For example, in both cases, the tests work best if I test the subject under test as a black box (i.e. interact only with its public interface) but use my knowledge of its internals to identify the weaknesses that will most require testing. In both cases, I want to structure the code so that the subject under test is as isolated as possible - i.e. no complex interactions with global state, no mocking of unrelated modules, and no complex mechanism to reset anything after the test is done. In both cases, I want the test to run fast, ideally instantaneously, so I get immediate results.
The biggest difference is that it's usually harder to write good integration tests because they're interacting with external systems that are generally slower and stateful, so I've got to put extra work into getting the tests themselves to be fast and stateless. But when that works, there's really not much difference at all between a test that tests a single function, and a test that tests a service class with a database dependency.
I would write integration/system (different, but similar, imo) to test that the black box integrations with the system work as expected. Generally closer to the "user story" end of things.
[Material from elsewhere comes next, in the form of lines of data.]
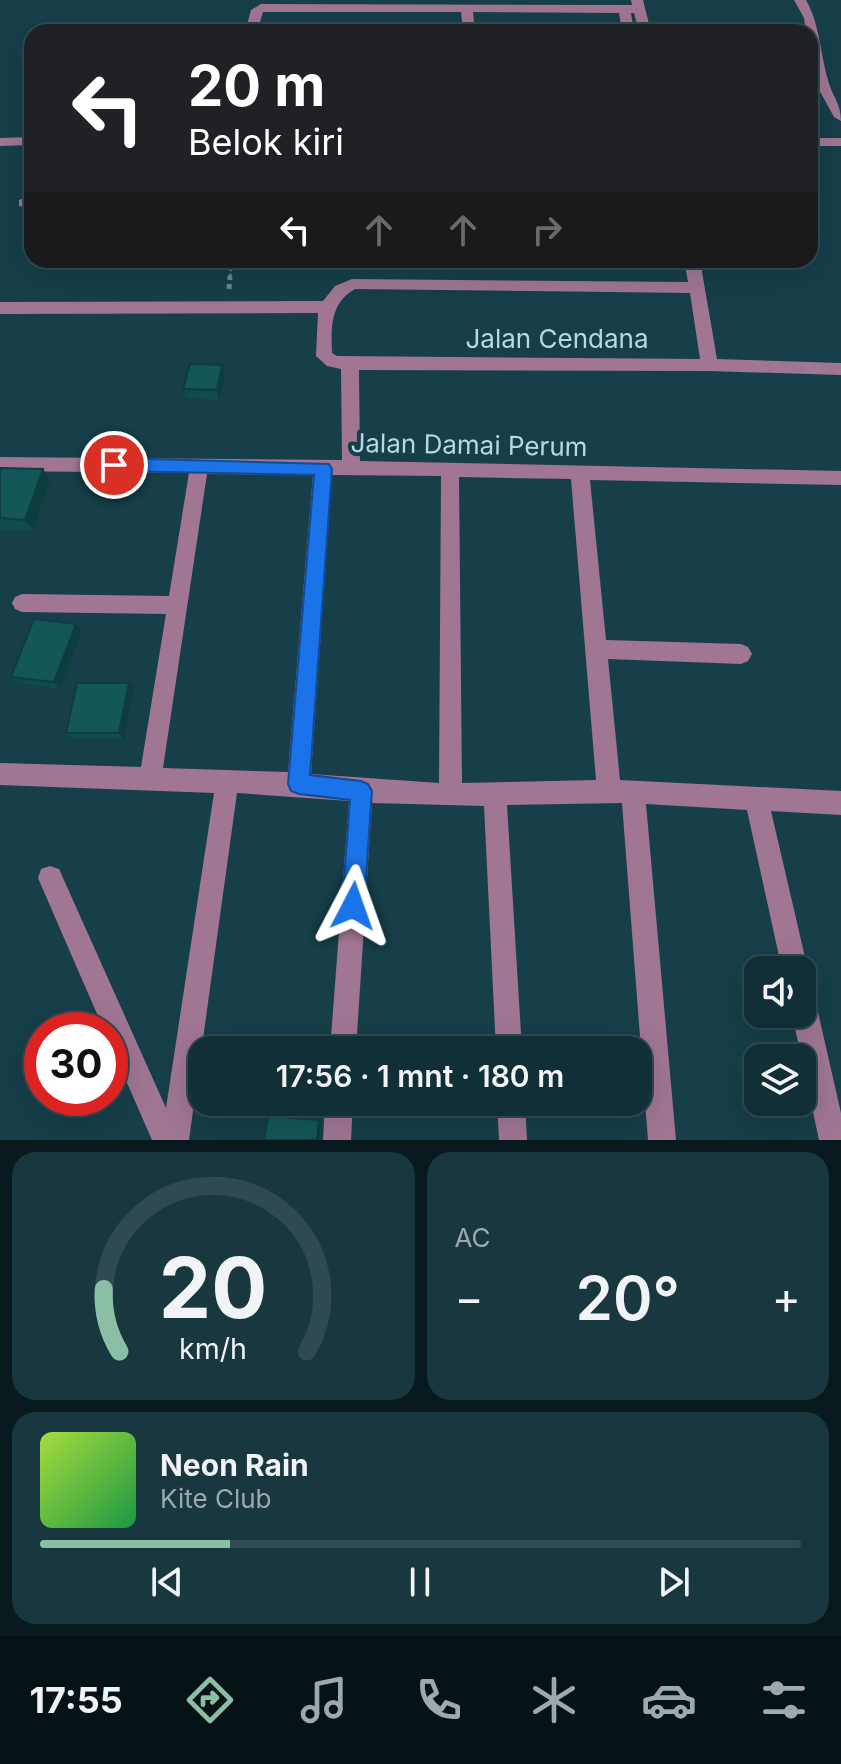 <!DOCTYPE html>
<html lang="id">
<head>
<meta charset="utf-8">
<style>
	:root { --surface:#102f37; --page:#19373f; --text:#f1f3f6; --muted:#9ca9ad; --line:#304a52; --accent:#8abfa5 }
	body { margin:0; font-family:Inter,sans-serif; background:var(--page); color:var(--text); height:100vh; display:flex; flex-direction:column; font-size:30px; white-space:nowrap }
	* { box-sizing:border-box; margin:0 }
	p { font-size:26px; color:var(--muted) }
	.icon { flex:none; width:44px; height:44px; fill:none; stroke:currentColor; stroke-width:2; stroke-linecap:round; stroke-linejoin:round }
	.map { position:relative; height:1140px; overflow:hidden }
	.side { display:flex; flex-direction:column; gap:12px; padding:12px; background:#091a1e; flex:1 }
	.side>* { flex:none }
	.guide { position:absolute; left:24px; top:24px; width:794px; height:244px; border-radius:24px; box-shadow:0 8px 32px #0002,0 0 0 2px var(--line); background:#202124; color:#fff; overflow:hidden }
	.buttons { position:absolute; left:744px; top:956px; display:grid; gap:16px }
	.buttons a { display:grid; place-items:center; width:72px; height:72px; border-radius:16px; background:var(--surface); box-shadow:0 8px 32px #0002,0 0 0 2px var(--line); font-size:40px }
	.speed { position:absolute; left:24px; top:1012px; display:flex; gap:16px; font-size:40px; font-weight:700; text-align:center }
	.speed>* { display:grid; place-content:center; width:104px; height:104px; border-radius:50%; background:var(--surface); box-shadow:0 8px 32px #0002,0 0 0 2px var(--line); line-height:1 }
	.speed .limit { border:12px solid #d22; background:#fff; color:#111 }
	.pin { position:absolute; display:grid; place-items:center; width:68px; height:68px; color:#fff; margin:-34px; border:4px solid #fff; border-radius:50%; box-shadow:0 2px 8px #0007 }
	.me { position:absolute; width:88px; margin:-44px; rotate:4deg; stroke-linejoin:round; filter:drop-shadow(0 0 6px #0008) }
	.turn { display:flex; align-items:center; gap:28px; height:168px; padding:0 32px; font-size:36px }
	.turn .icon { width:104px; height:104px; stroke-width:2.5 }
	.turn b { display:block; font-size:56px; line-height:68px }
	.lanes { display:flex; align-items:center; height:76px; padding:0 32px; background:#0003; justify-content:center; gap:40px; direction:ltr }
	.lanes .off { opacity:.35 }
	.big { font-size:60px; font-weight:600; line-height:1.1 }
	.side .tile { flex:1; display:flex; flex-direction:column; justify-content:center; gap:12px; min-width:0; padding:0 28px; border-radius:24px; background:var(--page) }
	.side .dial { align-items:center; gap:0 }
	.dial svg { height:208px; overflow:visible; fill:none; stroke:var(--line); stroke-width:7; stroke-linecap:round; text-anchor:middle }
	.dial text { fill:var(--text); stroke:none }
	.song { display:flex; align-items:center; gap:24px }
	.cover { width:96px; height:96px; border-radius:12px; background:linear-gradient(135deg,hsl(80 70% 55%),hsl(140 70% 35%)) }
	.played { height:8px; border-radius:4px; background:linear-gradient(90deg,var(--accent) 25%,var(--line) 25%) }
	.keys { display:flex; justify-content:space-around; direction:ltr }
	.heat { display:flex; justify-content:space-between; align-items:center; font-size:44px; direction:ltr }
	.side .tiles { flex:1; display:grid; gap:12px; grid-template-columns:1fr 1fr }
	.tile:last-child { grid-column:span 2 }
	.trip { position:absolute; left:188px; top:1036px; width:464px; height:80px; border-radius:24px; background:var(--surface); box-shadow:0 8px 32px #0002,0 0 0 2px var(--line); font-weight:600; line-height:80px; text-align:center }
	.tab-bar { display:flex; height:128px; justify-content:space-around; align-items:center; background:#061316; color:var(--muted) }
	.tab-bar .icon { width:56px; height:56px }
	.tab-bar .current { color:var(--accent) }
	.tab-bar b { font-size:36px; color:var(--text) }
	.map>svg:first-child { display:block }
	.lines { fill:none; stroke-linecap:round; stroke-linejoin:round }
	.path-far1 { stroke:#638993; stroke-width:3; stroke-dasharray:4 3; stroke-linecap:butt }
	.path { stroke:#638993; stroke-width:5; stroke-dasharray:5 4; stroke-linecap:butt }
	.minor { fill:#a07693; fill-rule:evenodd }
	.wall { fill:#104b4d }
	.shaded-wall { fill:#0d3d3e }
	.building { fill:#135759; stroke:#0d3d3e; stroke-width:2 }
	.route { fill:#1a73e8; stroke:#114b97; stroke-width:2 }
	.labels { text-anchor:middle; stroke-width:8; stroke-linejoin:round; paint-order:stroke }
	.street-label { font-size:26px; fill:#b6d9e4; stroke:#163f49 }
</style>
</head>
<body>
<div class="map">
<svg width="841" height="1140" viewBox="0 0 841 1140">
	<rect width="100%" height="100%" fill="#163f49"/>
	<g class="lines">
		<path class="path-far1" d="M230 278 232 260"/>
		<path class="path" d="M229 289 230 276"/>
		<path class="minor" d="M631 0H643L651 32H639L634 13H631L634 32H622L619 13 473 12 475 32H463L461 12H263L257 32H245L251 10 261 4 632 5Z
			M794 0H806C820 25 820 52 828 80 832 96 841 103 841 121L834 117 817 86 810 84V76L814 77 810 32H806L804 18Z
			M32 137V145L0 146V138Z
			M810 138H841V146H810Z
			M24 198H32V208L19 206V200Z
			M684 260H700L717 359 841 363V375L710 371 359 370 360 461 841 471V485L590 480 606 640 741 644 748 647 752 654 748 661 741 664 608 659 620 780 841 791V815L771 811 808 970 804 979 802 970H782L747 810 646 804 676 1140H648L622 803 507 805 522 1050H496L484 806 372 803 356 1050H330L349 801 237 793 189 1140H152L110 1044V1030H104L38 878 41 869 50 866 59 869 166 1108 214 793 0 785V763L141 767 166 614 22 612 15 609 12 603 15 597 22 594 169 596 189 473 0 471V457L342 460 341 369 327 366 316 356 318 313 0 314V302L323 301 335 286 352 279 688 282ZM355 289 690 293 700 359 337 356 332 353C331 328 330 303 355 289ZM207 474 313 475 288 772 163 768ZM332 475 441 476 439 783 311 774ZM459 477 571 479 596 780 462 783Z
			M802 986 811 990 815 999 841 1113V1140H819L792 1014H802Z
			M325 1102H353L351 1140H323Z
			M497 1102H525L527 1140H499Z"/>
	</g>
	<path class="wall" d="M238 260H266V262L238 264Z
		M222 365 225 375 219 400 186 398 183 389Z
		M0 468 50 481 33 530 0 529Z
		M82 631 60 689 18 683 11 677Z
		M129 683 134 689 124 739H72L66 733Z
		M271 1115 321 1120 319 1140H264L268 1116Z"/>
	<path class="shaded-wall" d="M222 365 225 375 219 400 217 390Z
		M43 469 50 481 33 530 25 520Z
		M76 624 82 631 60 689 54 682Z
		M129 683 134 689 124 739 119 733Z
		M319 1120H321L319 1140H317Z"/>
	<path class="building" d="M190 364 222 365 217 390 183 389Z
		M0 468 43 469 25 520 0 518Z
		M34 619 76 624 54 682 11 677Z
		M77 683H129L119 733H66Z
		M268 1116 319 1120 317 1140H264Z"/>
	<path class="route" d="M114 458 329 464 332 469 310 775 361 781 368 784 372 791 364 906 361 914 353 917 345 914 342 906 350 800 299 794 291 791 288 784 314 475 114 471 105 465Z"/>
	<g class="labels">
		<g class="street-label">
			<text x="557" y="348">Jalan Cendana</text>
			<text transform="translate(469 445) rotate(1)" y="9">Jalan Damai Perum</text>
		</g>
	</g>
</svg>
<div class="buttons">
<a><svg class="icon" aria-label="sound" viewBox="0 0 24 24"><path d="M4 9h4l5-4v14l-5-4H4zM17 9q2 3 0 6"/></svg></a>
<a><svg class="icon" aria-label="layers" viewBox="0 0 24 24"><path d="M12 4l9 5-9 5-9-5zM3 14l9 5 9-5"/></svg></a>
</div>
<div class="speed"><div class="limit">30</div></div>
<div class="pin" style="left:114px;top:465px;background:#d93025"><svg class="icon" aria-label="arrive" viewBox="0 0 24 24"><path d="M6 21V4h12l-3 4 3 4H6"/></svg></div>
<svg class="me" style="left:353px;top:906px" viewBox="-20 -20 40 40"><path d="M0-17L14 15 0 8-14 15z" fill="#1a73e8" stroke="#fff" stroke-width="4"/></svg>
<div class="trip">17:56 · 1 mnt · 180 m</div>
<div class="guide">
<div class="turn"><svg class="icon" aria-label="left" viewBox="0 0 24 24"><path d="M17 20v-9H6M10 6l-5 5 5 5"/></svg><div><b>20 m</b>Belok kiri</div></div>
<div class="lanes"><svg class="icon" aria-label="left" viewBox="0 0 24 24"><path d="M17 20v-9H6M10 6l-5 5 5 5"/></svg><svg class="icon off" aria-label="ahead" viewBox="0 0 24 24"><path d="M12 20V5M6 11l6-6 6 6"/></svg><svg class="icon off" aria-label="ahead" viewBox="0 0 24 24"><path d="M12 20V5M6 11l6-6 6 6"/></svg><svg class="icon off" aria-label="right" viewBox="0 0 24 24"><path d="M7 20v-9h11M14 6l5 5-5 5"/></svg></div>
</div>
</div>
<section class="side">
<div class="tiles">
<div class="tile dial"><svg viewBox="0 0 100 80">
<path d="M14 69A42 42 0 1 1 86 69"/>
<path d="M14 69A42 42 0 0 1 8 45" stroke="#8abfa5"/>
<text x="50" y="56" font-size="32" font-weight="700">20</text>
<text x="50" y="72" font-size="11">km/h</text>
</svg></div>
<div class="tile"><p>AC</p>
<div class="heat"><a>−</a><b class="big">20°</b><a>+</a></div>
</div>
<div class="tile">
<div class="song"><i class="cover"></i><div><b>Neon Rain</b><p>Kite Club</p></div></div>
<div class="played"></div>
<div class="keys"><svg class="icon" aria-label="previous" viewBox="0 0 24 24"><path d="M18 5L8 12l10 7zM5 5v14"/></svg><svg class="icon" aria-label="pause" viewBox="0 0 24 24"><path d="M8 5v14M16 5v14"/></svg><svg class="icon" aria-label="next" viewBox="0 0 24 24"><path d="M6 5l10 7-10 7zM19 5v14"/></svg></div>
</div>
</div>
</section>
<nav class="tab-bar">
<b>17:55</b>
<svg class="icon current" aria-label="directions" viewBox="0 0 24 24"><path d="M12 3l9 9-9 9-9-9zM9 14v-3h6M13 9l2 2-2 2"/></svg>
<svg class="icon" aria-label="music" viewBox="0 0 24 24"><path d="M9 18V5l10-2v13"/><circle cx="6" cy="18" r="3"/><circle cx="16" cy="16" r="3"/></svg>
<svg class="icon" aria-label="phone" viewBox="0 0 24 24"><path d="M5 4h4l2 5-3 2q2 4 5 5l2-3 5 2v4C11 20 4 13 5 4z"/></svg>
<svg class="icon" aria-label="climate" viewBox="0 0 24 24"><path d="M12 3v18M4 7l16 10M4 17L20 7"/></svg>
<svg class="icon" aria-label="car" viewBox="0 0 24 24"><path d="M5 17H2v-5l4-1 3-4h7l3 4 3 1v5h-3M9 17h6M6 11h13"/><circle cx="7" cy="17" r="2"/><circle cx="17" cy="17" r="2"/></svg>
<svg class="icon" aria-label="filters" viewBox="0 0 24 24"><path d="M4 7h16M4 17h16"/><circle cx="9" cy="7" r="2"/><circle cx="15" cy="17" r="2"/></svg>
</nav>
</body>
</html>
I would write integration tests for smaller, targeted thing. Like making sure the sort method works in various cases, etc. Individual methods, especially ones that don't interact with data outside what is passed into them (functional methods), are good for unit testing.
Maybe FooSystem will be redesigned to take different inputs,maybe the upstream will change to provide different outputs, maybe responsibility will shift around due to changes in the number of dependencies and it makes sense to vertically integrate some prep to upstream to share it.
Unit tests in these circumstances - and they're the majority of unit tests, IME - can act as a drag on the quality of the system. It's better to test things like this at a component level instead of units.
So `BankAccount` as a class is probably a useful unit boundary: once you've designed the class, you're probably not going to change the interface much, except for possibly adding new methods occasionally. You have a stable boundary there, where in theory you could completely rewrite the internals of the class but the external boundary will stay the same.
`FooSystemFrobnicatorPreparer` sounds much more like an internal detail of some other system, I agree, and its interface could easily be rewritten or the class removed entirely if we decide to prepare our frobnication in a different way. But in that case, maybe the `foo.system.frobnicator` package is the unit we want to test as a whole, rather than one specific internal class inside that package.
I think a lot of good test and system design is finding these natural fault lines where it's possible to create a relatively stable interface that can hide internal implementation details.